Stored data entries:

====

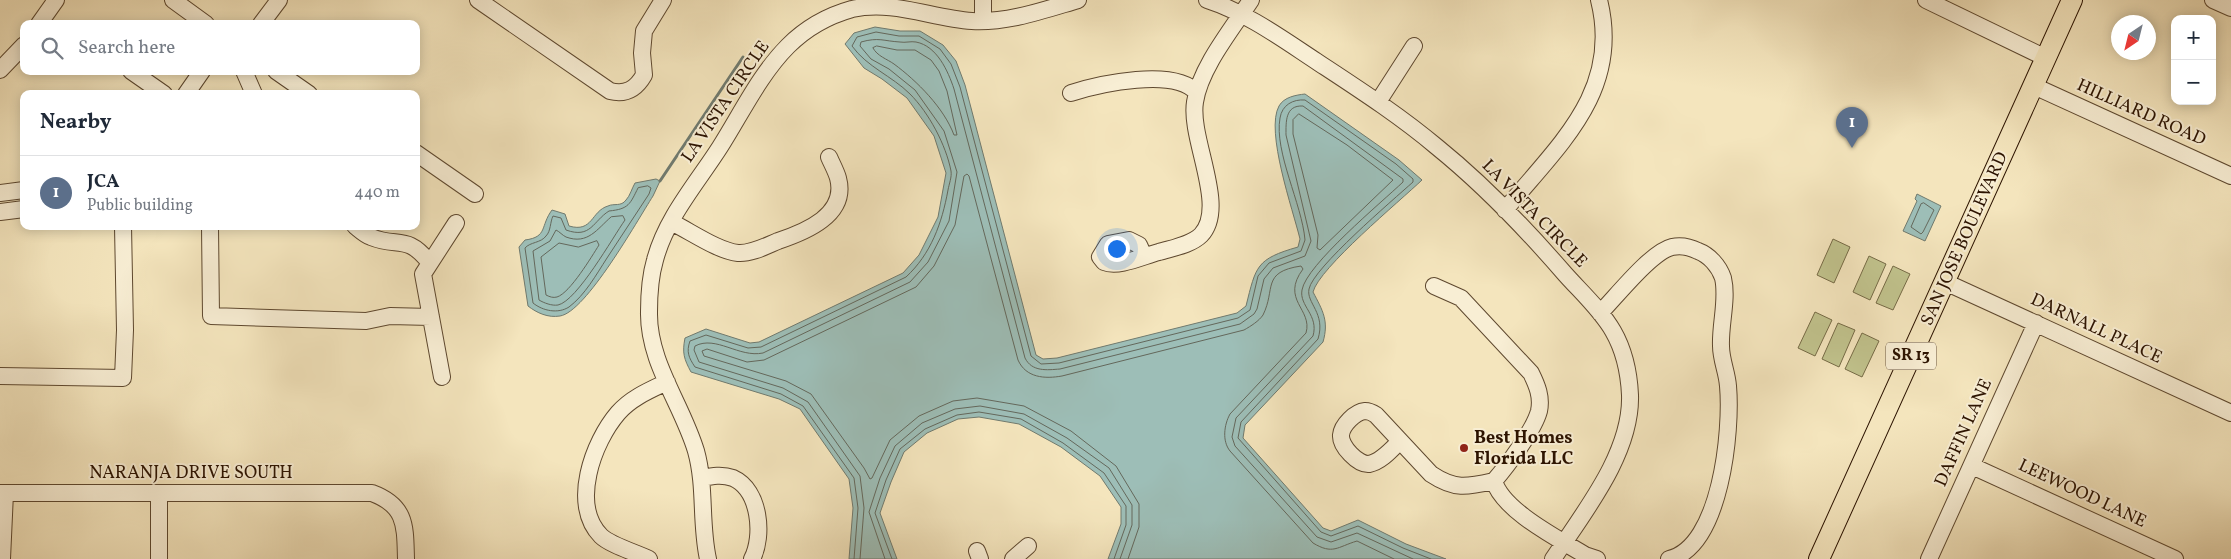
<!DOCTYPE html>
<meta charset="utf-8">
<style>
body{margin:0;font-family:Vollkorn,serif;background:#f2f2f3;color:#1f2937}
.controls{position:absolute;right:15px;top:15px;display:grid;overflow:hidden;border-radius:10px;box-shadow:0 2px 12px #0003}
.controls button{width:45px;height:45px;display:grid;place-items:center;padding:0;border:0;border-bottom:1px solid #e0e1e3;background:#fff;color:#1f2937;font:25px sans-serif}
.compass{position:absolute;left:2111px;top:15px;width:45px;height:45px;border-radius:50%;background:#fff;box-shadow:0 2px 12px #0003;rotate:215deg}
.you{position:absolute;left:1116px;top:248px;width:18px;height:18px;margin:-12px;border:4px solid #fff;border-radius:50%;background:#1a73e8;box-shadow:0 0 0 8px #1a73e833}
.badge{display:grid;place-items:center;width:32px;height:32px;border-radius:50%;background:#8f2418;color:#fff;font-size:16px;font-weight:700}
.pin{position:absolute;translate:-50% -41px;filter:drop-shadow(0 1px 2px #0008)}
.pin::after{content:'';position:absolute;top:26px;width:18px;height:15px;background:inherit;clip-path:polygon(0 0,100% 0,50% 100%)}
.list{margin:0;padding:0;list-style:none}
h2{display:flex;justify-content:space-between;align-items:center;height:65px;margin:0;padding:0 20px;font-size:21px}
h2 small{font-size:16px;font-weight:400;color:#747a83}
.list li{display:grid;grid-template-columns:32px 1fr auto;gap:15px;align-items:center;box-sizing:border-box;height:75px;padding:0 20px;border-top:1px solid #e0e1e3}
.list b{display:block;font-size:19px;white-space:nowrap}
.list p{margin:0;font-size:16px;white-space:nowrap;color:#747a83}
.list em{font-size:16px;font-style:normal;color:#747a83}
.icon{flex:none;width:28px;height:28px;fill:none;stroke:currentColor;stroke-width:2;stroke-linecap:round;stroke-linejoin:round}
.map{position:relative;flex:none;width:2231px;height:559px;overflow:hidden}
.search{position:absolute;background:#fff;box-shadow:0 2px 12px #0003;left:20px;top:20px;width:400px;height:55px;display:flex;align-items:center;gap:12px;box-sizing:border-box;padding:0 18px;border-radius:10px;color:#747a83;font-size:19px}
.panel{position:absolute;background:#fff;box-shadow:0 2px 12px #0003;left:20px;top:90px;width:400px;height:140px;border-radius:10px}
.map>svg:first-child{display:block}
.green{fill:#c1c38d;stroke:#766b46}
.water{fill:#9dbeb7;stroke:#707a6e}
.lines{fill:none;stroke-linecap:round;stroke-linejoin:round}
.shore{stroke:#64685c;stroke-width:1}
.stream{stroke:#707a6e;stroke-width:3}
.minor-casing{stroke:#5e482f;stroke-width:18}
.major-casing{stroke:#2c1300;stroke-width:22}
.minor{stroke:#f8eed4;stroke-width:16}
.major{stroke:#f4e5bd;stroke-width:20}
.poi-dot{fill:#8f2418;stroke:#f8eed4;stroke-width:2}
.labels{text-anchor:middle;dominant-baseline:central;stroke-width:4;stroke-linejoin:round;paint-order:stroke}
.shield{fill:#f8eed4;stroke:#695540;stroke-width:1}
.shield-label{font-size:16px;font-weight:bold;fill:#2c1300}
.street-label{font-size:18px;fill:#2c1300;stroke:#f8eed4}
.poi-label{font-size:18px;font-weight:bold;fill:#2c1300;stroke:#f8eed4;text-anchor:start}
</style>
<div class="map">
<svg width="2231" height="559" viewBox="0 0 2231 559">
<rect width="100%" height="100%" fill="#f4e5bd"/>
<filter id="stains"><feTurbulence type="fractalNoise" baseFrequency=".004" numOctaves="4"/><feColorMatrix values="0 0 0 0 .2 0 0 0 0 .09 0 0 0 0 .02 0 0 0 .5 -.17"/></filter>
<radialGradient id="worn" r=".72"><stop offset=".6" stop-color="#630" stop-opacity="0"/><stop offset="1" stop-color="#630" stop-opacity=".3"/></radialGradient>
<path class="green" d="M1833,239L1850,247L1834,283L1817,275Z
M1869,256L1886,264L1870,300L1853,292Z
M1893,266L1910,274L1893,310L1876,303Z
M1815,312L1832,320L1815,356L1798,348Z
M1838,323L1855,330L1839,367L1822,359Z
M1862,333L1879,341L1862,377L1845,369Z"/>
<path class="water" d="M875,27L900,31H920L943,45L956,61L965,85L1036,355L1043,359L1057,358L1237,313L1246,306C1256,266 1256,259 1298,247L1300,239C1293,210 1265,131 1279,106C1284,97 1296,95 1305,94L1399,160L1422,180C1400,201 1319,268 1313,292C1323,311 1329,321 1323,342L1245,425L1243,438L1323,528L1331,531L1358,520L1406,544L1446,559H1108L1121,524V507L1100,476L1061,447L1019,424L979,417L958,419L927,433L904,452L891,482L880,513L897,559H849L853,508L849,479L800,409L779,399L691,372C684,359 682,353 685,338L706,329L750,343L759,342L903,273L919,255L938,217L946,173L934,136L907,98L882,79L864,68L845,44L854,33Z
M656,179L660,181L653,196C637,221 586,312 560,316C548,318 537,313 528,306L519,247L525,240C548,237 540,226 552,210L565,214L569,226C593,233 591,211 608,206C614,203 621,207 626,200C630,196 632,188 635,183Z
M1917,194L1941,206L1925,241L1903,231L1917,201L1915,199Z"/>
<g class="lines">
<path class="shore" d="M877,46L897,50H915L931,60L939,71L947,91L957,135H954C944,108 917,81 894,64C887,59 877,56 873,48Z
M1299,114L1347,145L1393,180L1320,250L1317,248L1318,235L1293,134V120Z
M648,186L651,188L649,194C635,215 621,237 607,258C596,275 585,295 569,307C558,314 543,311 533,303L525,248C530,242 541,243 546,236C551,231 550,222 553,216L561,218L566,230C591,239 593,221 609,211C629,209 630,204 638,188Z
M1924,203L1934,210L1923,232L1921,234L1911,227L1921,204Z
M623,216L625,220C613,237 577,301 558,305C552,306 544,303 539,300L533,251L550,241L556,230C560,232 562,235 566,237C588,245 597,229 611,217Z
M597,241L599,245C592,256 570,293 557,297C553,298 550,297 546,295L541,257L559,243L578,247Z
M854,559L858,508L854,478L803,406L781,394L695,367C689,358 686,352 690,341L706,335L748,348L761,347L906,277C931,254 942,223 948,190C949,184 952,177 951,171C946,145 929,113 910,94C892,76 867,67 852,46L857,37L876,32L899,36H919L940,49L951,64L960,87L1031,356L1041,364L1059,363L1238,318L1250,310L1258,276L1269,263L1301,251L1305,240C1302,204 1274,152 1280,118C1282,105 1293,99 1305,100L1396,164L1413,179V182C1393,200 1313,268 1309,289C1306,303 1326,313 1318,339L1241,422L1238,438L1321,532L1331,536L1358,526L1403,548L1431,559
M860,559L864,508L860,476L808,402L783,388L699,362L694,350L695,346C716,335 739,358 763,353L910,282L928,262L949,221L957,172L944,131L915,90L889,69L871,59L860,46L861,42C879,37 883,41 900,42C905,43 911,41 916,42C937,46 948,71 954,89L1025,358C1032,372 1047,370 1060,369L1240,324L1254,314L1257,309L1264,279L1273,268L1305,256L1311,241L1286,135C1286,122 1285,105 1303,106L1403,179V182C1382,202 1306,265 1302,290C1299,306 1319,315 1313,336L1236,418L1232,437L1235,446L1317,537L1331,542L1357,533L1413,559
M885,559L869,512L880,478L895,446L922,423L955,409L980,406L1024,414L1067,438L1109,468L1132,505V525L1120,559
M892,559L875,513L886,480L900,449L925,429L957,415L979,412L1021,419L1063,443L1104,473L1126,506V525L1114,559
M1128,559L1139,527V504L1116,466L1071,431L1024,406L977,398L953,401L919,416L890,440L872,478L870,479L864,468L811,394L786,381L704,356L702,351L707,349L747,362L764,360L916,287L934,266L955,225L964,176L967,174L969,176L1018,360C1026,378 1045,379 1062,376L1244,330C1251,326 1259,321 1263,315C1276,289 1261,272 1301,266L1303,269C1280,300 1313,309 1306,333L1230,414C1224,425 1222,441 1230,451L1313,543C1333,555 1337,547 1357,541L1394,559"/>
<path class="stream" d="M660,181L743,57"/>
<g class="minor-casing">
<path id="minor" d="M173,0L206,24
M478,0L610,91C626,95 636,89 644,75L642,53L644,31L663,0
M1207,0C1247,13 1281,38 1316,61C1357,88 1399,115 1437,147C1484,185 1526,229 1565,274C1581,292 1601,310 1613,331C1624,350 1629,373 1630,395C1632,453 1584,512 1553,559
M1926,0L2046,58
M2213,0L2231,8
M983,21V0
M39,24L56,0
M261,24L279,0
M0,70L24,45
M131,71L164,94
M244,71L254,94
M276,71L309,94
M2034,86L2231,176
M1071,93C1099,84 1175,67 1197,93
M186,94L202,71
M1378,102L1414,46
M416,153L475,194
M0,193L24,190
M1505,210C1558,145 1622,92 1599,0
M0,212L24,209
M671,222C690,231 718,251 738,253C751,254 766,246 778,241C805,232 848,215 838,178C836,171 832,164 829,157
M210,226L211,316L366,321L390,316L431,317
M355,226C360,230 365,235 371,237C398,248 407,234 429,262
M1144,256L1139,245L1129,240L1108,244L1100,257L1104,262C1119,268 1143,256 1159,252C1172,248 1191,245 1201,235C1228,207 1189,139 1195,102C1200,68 1232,29 1251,0
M1945,282L2231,413
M1434,286L1461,298L1531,373C1537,385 1542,397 1539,411C1534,430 1507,466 1494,481
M1600,313C1616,297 1651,252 1672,247C1681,245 1690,247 1698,251C1709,255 1719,266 1723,278C1728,299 1720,324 1721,346C1721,360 1727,372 1728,386C1732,430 1721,547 1669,559
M0,376L123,378L125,330L123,226
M442,377L423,274L456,223
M1400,441C1392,449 1381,462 1369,464C1358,465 1340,446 1341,435C1342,425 1355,412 1365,411C1368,411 1373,413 1376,415L1431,474C1455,490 1467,487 1494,481
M1972,466L2175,559
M702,478C712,476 722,474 733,478C760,490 764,536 752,559
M1494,481C1503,511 1559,539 1585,555L1597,559
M0,493H372C407,506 405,527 406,559
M159,493V559
M977,551L980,559
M2,559L5,493
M649,559C637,553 610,545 601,536C570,505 593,442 618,413C631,398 650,390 667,382
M708,559C700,523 706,487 696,451C682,404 648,362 649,312C649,294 650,277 655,260C666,218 697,183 720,147C741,114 760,74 788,46C806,28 827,16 852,9C893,0 931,18 972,21C1008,23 1044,10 1078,0
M1013,559L1028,546
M1929,559L2036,323"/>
</g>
<g class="major-casing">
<path id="major" d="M1819,559L2072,0"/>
</g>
<use href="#minor" class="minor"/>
<use href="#major" class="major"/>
</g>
<circle class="poi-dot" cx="1464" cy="448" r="5"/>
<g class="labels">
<rect class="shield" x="1886" y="342.5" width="50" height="27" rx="4"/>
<g class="shield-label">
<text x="1911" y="356">SR 13</text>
</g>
<g class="street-label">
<text transform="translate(726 102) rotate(-56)">LA VISTA CIRCLE</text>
<text transform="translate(2141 113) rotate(24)">HILLIARD ROAD</text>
<text transform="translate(1534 214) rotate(46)">LA VISTA CIRCLE</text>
<text transform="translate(1965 239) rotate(-66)">SAN JOSE BOULEVARD</text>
<text transform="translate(2096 329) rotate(25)">DARNALL PLACE</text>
<text transform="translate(1964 433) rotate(-66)">DAFFIN LANE</text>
<text x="191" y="473">NARANJA DRIVE SOUTH</text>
<text transform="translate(2082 494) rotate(25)">LEEWOOD LANE</text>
</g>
<g class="poi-label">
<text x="1474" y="438">Best Homes<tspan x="1474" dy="21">Florida LLC</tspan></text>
</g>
</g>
<rect width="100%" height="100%" filter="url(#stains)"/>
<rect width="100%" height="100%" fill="url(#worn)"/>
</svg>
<div class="controls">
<button>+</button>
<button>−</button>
</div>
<svg class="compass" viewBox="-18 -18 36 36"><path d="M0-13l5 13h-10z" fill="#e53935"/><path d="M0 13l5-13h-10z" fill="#747a83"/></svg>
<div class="you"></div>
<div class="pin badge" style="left:1852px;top:148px;background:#5c6f8a">1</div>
<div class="search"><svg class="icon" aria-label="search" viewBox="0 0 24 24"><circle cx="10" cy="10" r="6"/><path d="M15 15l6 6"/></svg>Search here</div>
<section class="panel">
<h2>Nearby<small></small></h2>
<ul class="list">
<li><span class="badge" style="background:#5c6f8a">1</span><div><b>JCA</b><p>Public building</p></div><em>440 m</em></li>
</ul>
</section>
</div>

====

» **EXERCISE GOAL**: The answer is a portion of the data. Write out exactly the line with "<h2>Nearby<small></small></h2>" and all lines after it.

» **RESULT FOR THIS TASK**:
<h2>Nearby<small></small></h2>
<ul class="list">
<li><span class="badge" style="background:#5c6f8a">1</span><div><b>JCA</b><p>Public building</p></div><em>440 m</em></li>
</ul>
</section>
</div>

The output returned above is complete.